Reclamation

TR

24.09.2016 - 05.11.2016

Mixer will be hosting Berkay Bugdanoglu’s third solo exhibition entitled Reclamation. The exhibition will be on view between the dates 24 September - 22 October at Mixer’s new space located in Sıraselviler.

Reclamation consists of works on steel that we are familiar with from Buğdanoğlu’s previous shows, as well as introducing first interactive-sculpture works by the artist. For his third solo show at Mixer, whilst remaining loyal to his own technique, Buğdanoğlu takes his practice a step further by transforming and integrating the materials that he uses to broaden the contextual frame of the exhibition.

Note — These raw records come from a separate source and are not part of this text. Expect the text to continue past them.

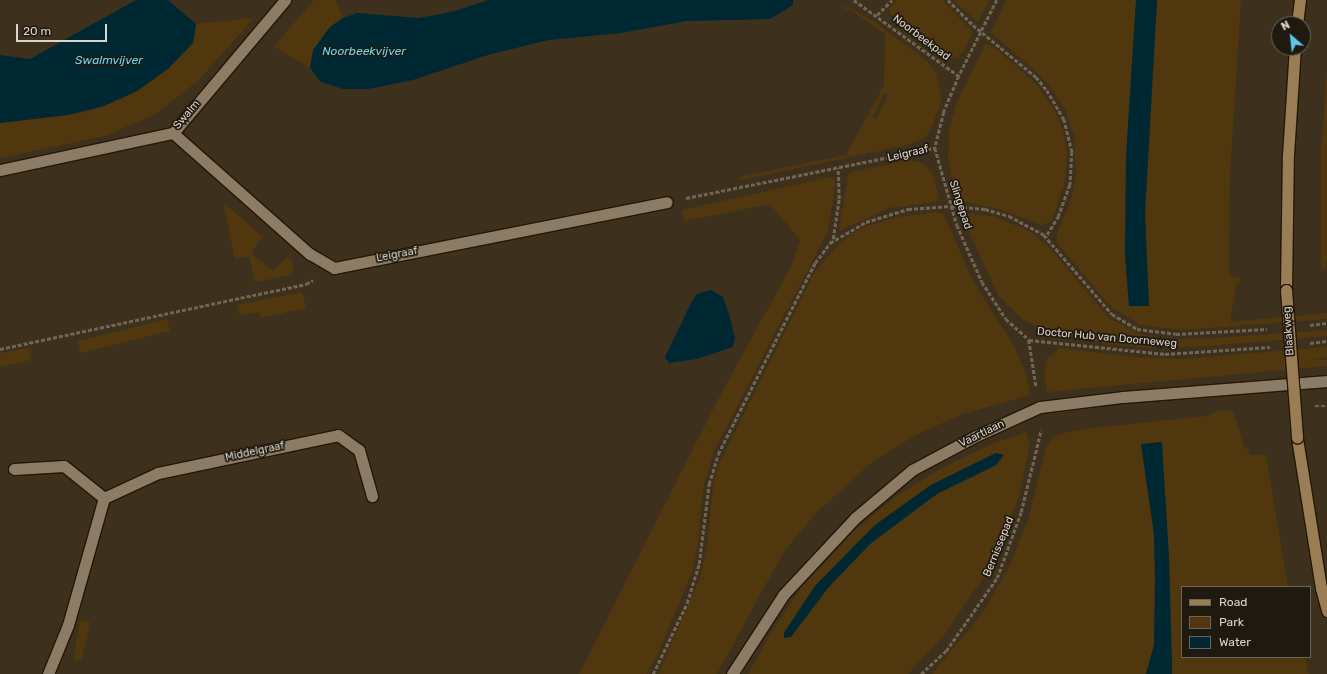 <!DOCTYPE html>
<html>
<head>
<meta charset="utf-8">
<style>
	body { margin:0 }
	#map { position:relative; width:1327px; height:674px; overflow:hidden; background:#3d301c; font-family:Rubik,sans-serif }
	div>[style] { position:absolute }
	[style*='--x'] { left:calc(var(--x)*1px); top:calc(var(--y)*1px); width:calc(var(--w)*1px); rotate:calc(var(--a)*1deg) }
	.green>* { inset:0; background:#51370e; transform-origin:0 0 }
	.water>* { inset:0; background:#002832 }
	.path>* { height:2.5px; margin-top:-1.25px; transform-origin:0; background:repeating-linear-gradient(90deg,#716554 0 4px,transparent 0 6px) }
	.roads { filter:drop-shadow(1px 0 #241705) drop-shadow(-1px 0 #241705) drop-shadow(0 1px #241705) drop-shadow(0 -1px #241705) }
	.minor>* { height:11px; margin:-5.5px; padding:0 5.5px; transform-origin:5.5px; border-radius:5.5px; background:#8c7c66 }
	.secondary>* { height:11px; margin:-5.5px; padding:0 5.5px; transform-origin:5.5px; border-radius:5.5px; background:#997e55 }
	.bridges { filter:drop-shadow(1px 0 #241705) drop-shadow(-1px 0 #241705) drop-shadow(0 1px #241705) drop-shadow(0 -1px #241705) }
	.secondary-bridge>* { height:11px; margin:-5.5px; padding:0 5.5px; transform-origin:5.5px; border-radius:5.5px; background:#997e55 }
	span { translate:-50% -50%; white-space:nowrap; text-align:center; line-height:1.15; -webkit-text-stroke:3.5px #1f1910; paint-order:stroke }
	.street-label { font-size:11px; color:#ded5c9 }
	.water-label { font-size:12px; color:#62dbfd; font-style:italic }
	.legend { position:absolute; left:1181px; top:586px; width:130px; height:72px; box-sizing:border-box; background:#1f1910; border:1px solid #6b645a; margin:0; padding:5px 7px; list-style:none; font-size:12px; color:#ded5c9 }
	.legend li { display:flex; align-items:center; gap:8px; height:20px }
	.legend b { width:20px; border:1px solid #6b645a }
	.north { position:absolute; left:1271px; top:16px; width:40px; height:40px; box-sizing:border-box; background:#1f1910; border:1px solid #6b645a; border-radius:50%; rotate:332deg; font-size:11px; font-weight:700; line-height:16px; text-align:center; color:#ded5c9 }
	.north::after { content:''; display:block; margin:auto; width:14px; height:18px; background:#5ac8e6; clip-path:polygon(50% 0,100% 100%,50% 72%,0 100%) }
	.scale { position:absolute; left:16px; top:24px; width:91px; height:18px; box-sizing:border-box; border:2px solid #ded5c9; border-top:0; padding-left:5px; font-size:12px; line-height:14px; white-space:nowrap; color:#ded5c9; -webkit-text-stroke:3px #1f1910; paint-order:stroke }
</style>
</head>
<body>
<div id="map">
	<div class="green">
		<div style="clip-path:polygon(314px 0,336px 0,343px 18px,330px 27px,313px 50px,310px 68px,274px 46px)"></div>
		<div style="clip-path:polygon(897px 0,942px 0,973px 32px,964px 52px,956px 58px,947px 56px,890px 14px,890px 8px)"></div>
		<div style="clip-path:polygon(953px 0,990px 0,978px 22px)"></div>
		<div style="clip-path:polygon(1006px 0,1136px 0,1126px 157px,1125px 255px,1129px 306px,1149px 306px,1145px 213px,1157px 0,1241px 0,1230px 175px,1229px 276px,1240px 278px,1241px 282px,1237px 283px,1230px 322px,1327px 313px,1327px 319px,1182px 330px,1141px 325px,1111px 307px,1057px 243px,1057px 233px,1070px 203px,1076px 176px,1074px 135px,1065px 109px,1049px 85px,1029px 65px,991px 33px)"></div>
		<div style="clip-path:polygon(evenodd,844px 6px,853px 9px,876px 23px,927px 61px,936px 73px,942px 99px,930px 132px,921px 140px,903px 146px,740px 180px,739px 177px,846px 155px,884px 85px,885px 34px,851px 10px,844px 9px,844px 6px,884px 93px,888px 95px,876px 119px,873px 117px,884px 93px)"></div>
		<div style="clip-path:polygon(254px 18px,199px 80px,156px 114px,105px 136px,0 158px,0 123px,86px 112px,121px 99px,137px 91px,193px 43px,196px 24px)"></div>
		<div style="clip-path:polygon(986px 43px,1001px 53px,1036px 84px,1052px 106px,1063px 130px,1067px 153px,1065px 181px,1052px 221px,1042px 225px,1000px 209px,956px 200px,948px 158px,949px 129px,957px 102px)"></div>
		<div style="clip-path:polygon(1327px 67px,1327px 258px,1325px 269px,1321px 269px,1321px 152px)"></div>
		<div style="clip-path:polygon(909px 160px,922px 163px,932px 172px,939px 199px,936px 202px,889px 208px,839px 231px,848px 175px,851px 172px)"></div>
		<div style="clip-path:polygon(830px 177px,835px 180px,834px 194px,828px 231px,714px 451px,703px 489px,698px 544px,691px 575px,658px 653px,647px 674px,579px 674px,723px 390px,793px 263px,800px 240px,770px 204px,684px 221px,682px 210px)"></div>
		<div style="clip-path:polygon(223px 202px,263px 237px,252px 251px,252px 254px,273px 271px,287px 257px,294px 264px,291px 275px,255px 282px,249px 256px,235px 259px)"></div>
		<div style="clip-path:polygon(937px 212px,943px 213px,975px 285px,1015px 347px,1027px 378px,1030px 395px,960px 415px,914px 436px,871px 463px,815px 514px,783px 553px,717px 674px,658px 674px,700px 578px,707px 546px,713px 486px,719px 464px,814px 273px,839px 243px,862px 228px,896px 217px)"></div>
		<div style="clip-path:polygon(960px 213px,993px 216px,1029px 231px,1049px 247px,1109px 318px,1140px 334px,1168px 339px,1204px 339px,1327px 330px,1327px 336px,1208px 346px,1151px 348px,1108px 344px,1054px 333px,1023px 320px,998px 295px)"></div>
		<div style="clip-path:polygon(302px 292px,306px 308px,260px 318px,259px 312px,239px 315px,237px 305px)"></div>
		<div style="left:167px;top:319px;width:12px;height:92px;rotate:76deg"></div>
		<div style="clip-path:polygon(1327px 347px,1327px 357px,1313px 360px,1327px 360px,1327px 366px,1047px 392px,1044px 375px,1047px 358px,1060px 348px,1132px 357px,1184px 359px)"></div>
		<div style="clip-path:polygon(28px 348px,31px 360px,0 367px,0 353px)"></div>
		<div style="clip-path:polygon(1219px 411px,1233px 411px,1245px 449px,1249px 449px,1249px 455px,1266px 455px,1288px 587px,1182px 587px,1182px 657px,1305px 657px,1309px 674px,1172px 674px,1169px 557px,1161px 442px,1141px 444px,1154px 534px,1155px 580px,1154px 645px,1146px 674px,932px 674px,984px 611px,1009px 567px,1028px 520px,1046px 447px,1050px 441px,1060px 434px,1083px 429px,1206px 416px)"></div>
		<div style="clip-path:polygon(evenodd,1026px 432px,1030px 444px,1019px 496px,989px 569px,945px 634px,908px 674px,748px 674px,771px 633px,801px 588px,856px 529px,898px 495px,943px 467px,992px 444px,1026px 432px,996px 453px,996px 465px,937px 494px,882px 533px,837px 577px,796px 630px,784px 633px,815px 586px,875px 525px,931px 485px,996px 453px)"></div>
		<div style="clip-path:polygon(83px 620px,90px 622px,82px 660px,76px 660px,74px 658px,75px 647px,80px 622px)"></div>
	</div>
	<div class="water">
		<div style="clip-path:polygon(136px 0,168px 0,196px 24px,193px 43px,168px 69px,137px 91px,104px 106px,68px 115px,0 123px,0 55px,30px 59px)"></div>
		<div style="clip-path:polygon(489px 0,793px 0,793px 5px,770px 19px,687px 21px,621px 33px,549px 40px,488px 55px,413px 80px,368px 89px,343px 89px,321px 82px,310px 68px,313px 50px,330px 27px,343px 18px,357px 13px,419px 18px,451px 12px)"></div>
		<div style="clip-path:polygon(1136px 0,1157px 0,1145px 213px,1149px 306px,1129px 306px,1125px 255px,1126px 157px)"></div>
		<div style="clip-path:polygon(711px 290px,723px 297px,729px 314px,735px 338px,733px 347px,697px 359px,669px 363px,665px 357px,692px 301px,697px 294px)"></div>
		<div style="clip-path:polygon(1162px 442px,1169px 557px,1172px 666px,1172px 674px,1146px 674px,1154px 645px,1155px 580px,1154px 534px,1141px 444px)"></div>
		<div style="clip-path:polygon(996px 453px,1004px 455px,996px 465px,937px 494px,870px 544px,827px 589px,791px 637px,784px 638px,784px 633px,815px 586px,875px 525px,931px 485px)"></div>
	</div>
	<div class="path">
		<div style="--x:854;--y:0;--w:130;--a:35.9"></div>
		<div style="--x:948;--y:0;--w:35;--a:45"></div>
		<div style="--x:973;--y:25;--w:82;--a:39.5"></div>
		<div style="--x:1036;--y:77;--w:17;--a:50"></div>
		<div style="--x:1047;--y:90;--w:34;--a:60"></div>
		<div style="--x:1064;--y:119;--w:34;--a:76"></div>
		<div style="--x:1072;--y:152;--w:33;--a:93"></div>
		<div style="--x:1070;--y:185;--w:33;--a:110"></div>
		<div style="--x:1059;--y:216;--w:25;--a:122"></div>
		<div style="--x:997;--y:0;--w:85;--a:116.6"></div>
		<div style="--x:959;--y:76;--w:39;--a:113"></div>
		<div style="--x:944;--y:112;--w:37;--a:104"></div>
		<div style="--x:935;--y:148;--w:80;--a:74.1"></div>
		<div style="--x:957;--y:225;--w:62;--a:66.3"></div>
		<div style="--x:982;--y:282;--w:44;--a:57"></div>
		<div style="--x:1006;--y:319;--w:31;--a:42"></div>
		<div style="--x:1029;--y:340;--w:47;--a:81.3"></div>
		<div style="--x:877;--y:15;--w:21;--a:-45"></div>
		<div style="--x:686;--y:198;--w:254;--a:-11.4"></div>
		<div style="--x:830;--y:243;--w:42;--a:-30.3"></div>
		<div style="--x:866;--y:222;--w:44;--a:-17.2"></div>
		<div style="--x:908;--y:209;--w:43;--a:-4"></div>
		<div style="--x:951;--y:206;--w:34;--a:5"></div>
		<div style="--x:985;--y:209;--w:25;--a:16"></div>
		<div style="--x:1009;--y:216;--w:40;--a:28"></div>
		<div style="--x:1044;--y:235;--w:104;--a:49.3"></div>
		<div style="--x:1112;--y:314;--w:29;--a:31"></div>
		<div style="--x:1137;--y:329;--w:39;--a:7"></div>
		<div style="--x:1176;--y:334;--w:91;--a:-3.1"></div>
		<div style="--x:1310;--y:325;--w:17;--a:-7"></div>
		<div style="--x:1029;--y:340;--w:137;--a:5.9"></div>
		<div style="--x:1165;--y:354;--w:105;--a:-3.8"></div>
		<div style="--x:1310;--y:343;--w:17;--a:-7"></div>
		<div style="--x:0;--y:349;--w:313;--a:-12"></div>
		<div style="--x:306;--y:284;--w:8;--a:-30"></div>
		<div style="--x:1315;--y:406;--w:12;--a:0"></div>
		<div style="--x:653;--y:674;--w:79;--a:-64.4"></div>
		<div style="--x:687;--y:603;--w:41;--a:-72.9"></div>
		<div style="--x:699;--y:564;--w:81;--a:-82.9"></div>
		<div style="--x:709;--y:484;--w:31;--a:-73"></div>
		<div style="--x:718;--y:454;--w:214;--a:-63.1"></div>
		<div style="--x:815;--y:263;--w:30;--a:-53"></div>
		<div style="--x:833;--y:239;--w:40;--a:-81.5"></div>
		<div style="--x:839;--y:199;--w:31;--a:-92"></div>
		<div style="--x:921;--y:674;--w:34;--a:-43"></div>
		<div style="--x:946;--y:651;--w:89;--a:-55.1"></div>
		<div style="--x:997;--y:578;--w:70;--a:-70"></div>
		<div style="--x:1021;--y:512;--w:84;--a:-76.3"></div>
	</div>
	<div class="roads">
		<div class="minor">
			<div style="--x:173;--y:133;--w:183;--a:41.5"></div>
			<div style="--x:310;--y:254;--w:28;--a:30"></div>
			<div style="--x:334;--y:268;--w:339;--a:-11.2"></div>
			<div style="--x:0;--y:170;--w:177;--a:-12.1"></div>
			<div style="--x:173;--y:133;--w:174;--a:-49.9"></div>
			<div style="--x:14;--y:469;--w:50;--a:-3.4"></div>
			<div style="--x:64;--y:466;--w:51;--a:38.7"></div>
			<div style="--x:48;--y:674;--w:53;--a:-67.8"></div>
			<div style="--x:68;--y:625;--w:132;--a:-74.2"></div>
			<div style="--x:104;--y:498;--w:60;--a:-24.8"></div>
			<div style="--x:158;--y:473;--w:184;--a:-11.9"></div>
			<div style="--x:338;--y:435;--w:26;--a:36"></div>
			<div style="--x:359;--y:450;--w:48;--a:74.2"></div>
			<div style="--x:732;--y:674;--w:95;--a:-57"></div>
			<div style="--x:784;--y:594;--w:104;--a:-46.9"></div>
			<div style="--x:855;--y:518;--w:75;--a:-40.1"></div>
			<div style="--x:912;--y:470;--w:72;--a:-28"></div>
			<div style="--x:976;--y:436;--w:70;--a:-24.4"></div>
			<div style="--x:1040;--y:407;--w:84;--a:-6.9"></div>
			<div style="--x:1123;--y:397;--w:205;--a:-4.5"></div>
		</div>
		<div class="secondary">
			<div style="--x:1297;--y:24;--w:24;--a:-83"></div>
			<div style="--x:1286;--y:290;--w:135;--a:-89.2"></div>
			<div style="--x:1288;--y:155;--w:107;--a:-86.3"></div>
			<div style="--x:1297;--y:438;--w:152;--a:80.9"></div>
			<div style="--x:1321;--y:588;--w:24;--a:75"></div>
		</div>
	</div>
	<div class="bridges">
		<div class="secondary-bridge">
			<div style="--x:1286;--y:290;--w:148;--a:85.7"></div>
		</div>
	</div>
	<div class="street-label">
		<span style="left:921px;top:38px;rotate:37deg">Noorbeekpad</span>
		<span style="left:187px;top:115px;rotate:-50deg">Swalm</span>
		<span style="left:908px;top:154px;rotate:-13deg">Leigraaf</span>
		<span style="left:960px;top:205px;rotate:72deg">Slingepad</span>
		<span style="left:397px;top:255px;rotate:-11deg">Leigraaf</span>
		<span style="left:1289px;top:331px;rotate:-94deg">Blaakweg</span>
		<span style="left:1107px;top:338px;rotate:5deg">Doctor Hub van Doorneweg</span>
		<span style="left:982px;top:434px;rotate:-26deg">Vaartlaan</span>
		<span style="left:255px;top:452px;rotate:-12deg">Middelgraaf</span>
		<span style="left:999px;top:547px;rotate:-68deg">Bernissepad</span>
	</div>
	<div class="water-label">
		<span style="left:364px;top:52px">Noorbeekvijver</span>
		<span style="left:109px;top:61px">Swalmvijver</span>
	</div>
	<ul class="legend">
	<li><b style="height:5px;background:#997e55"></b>Road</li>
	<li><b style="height:11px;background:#51370e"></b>Park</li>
	<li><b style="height:11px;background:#002832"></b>Water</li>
	</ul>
	<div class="north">N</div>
	<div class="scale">20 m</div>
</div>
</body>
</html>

The artist uses ‘rust’ as a part of his technique and material, which is a material that symbolizes a sense of transformation as well as decay or destruction. One can trace the analogy in the artist’s steel paintings, as well as his other works where artist pauses the destruction or the construction in each piece at different rates that creates a sense of motion throughout the exhibition. For example the sculptures each have their own devolution processes, depicting various states of existence, and the reclamation of order is dominated by the cycle of chaos and its temporality.

The works linger in the line of being, yet-to-be, or used to be – all these perceptions remain slightly overlapping each other. Chaos, which has been a primary subject for the artist, taking on a more mature perspective, focuses on the rebirthing part of chaos. Time becomes crucial and the process stands out. We experience a state of existence, rather than viewing.

In his new works, existential data is once again compiled and synthesized meticulously; and references to all perceptions such as touching or hearing are apparent. For instance, the first interactive work produced by the artist is in the form of an instrument-sculpture. It emphasizes on one of the most prominent factors in his works, which is transience. Actually, this interactive sculpture can be interpreted as a plant or a tree, like the sounds trees make, the sounds that appear from their sole existence and disperse through interaction with air.  Similar to that, the lifespan of the sound waves dispersed from the sculpture that compiles feedback from the participants and the venue itself are observably short, underlining the temporality aspect further. This perspective also surfaces the temporary sense of aesthetics. The sound waves represent the temporality of everything created by the humankind in relation to the cosmic timeline, in which, all vanishes. This emphasis on temporality enables a similar feeling to the awe and the peculiar admiration one feels when one encounters a forest fire.  With the same parallel feeling, almost an admiration of entropy, we are reminded of reclamation through deconstruction and recreation, where temporariness is what life consists of, the very state of transience itself.

‘qualis eram’, translating to ‘used to be’, is the name of the first sculpture work exhibited by the artist. The sculpture aesthetically resembles the ‘living stones’ in the Greek period, but it is created as an engineering wonder. The sculpture has quite an artificial sense of beauty. The artist destroys some parts of the sculpture in the production process. By doing that, he aims to investigate this artificial sense of beauty by restricting the sculpture itself within the aesthetics lifespan.

Buğdanoğlu explains the state of conditional existence in his works by saying; ‘’Temporariness of everything makes it more prominent’’, ‘’if everything is temporary, there is only one thing that is permanent: ‘the moment’ and what we create from it.’

We can find themes of destruction and transformation in the way he transforms the materials in his works, and even a kind of perceptual transition in ourselves, as the spectators. The reason why the works evoke such a feeling of deep and natural admiration is maybe because they reveal the delicate negotiations of ‘existence’ rather than strengthening sole aesthetic creation. The exhibition is more of an existential consensus as it erases and rewrites the traces of being, witnessing the balance between the dark (non-living) and the light (living), what is and what is not.